The Immigrant Investor Program has had its share of problems, which accounts for its low use since being introduced more than two decades ago. The latest data reveals that since being established, the EB-5 program has so far created 43,300 full-time jobs and attracted more than $2.2 billion, with half of this happening just since 2008. While the $2.2 billion number is small (annualized that is just over $100 million a year, a fraction of $236 billion the U.S. brings in foreign direct investment), in the current economic context this source of international financing can make a difference for local projects and the communities that host them.

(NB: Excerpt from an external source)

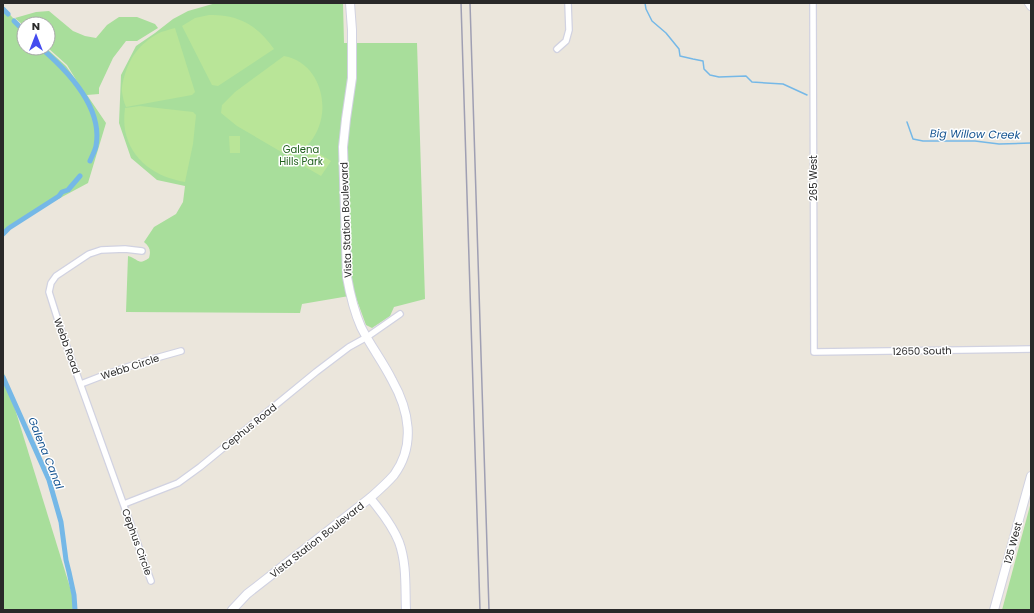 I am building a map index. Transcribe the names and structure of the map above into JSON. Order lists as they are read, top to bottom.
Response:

The complexity of the application process, the uncertainty of meeting the requirements and the long adjudication process to move from conditional to permanent residency have been cited as stumbling blocks for potential investors in a study by the GAO. Add to those a complex international set of intermediaries, little oversight of the marketing of EB-5 visas, and unclear guidelines regarding the measurement of job creation, and the proposition weakens for many potential investors.
Nonetheless, local leaders like Mayor Leffingwell of Austin may be onto something by focusing on green energy, a sector that Austin “has in its DNA,” which might be very attractive to foreign investors—especially those from China, which has aggressively set its sights on leading the global clean energy race. While the immigrant investor program should not be viewed as a magic bullet, it is more likely that carefully vetted projects that fit into local development plans can have success.
Indeed, as noted in Brookings’ recent report outlining an economic development agenda for Nevada, one of Nevada’s most promising routes to attracting investment in its identified target sectors is by strategically making use of the EB-5 program. Other regions can similarly make use of the so far underutilized EB-5 program to attract much needed inward investment into their target sectors. EB-5 investment financing should be viewed as one piece of funding within a broader global engagement strategy.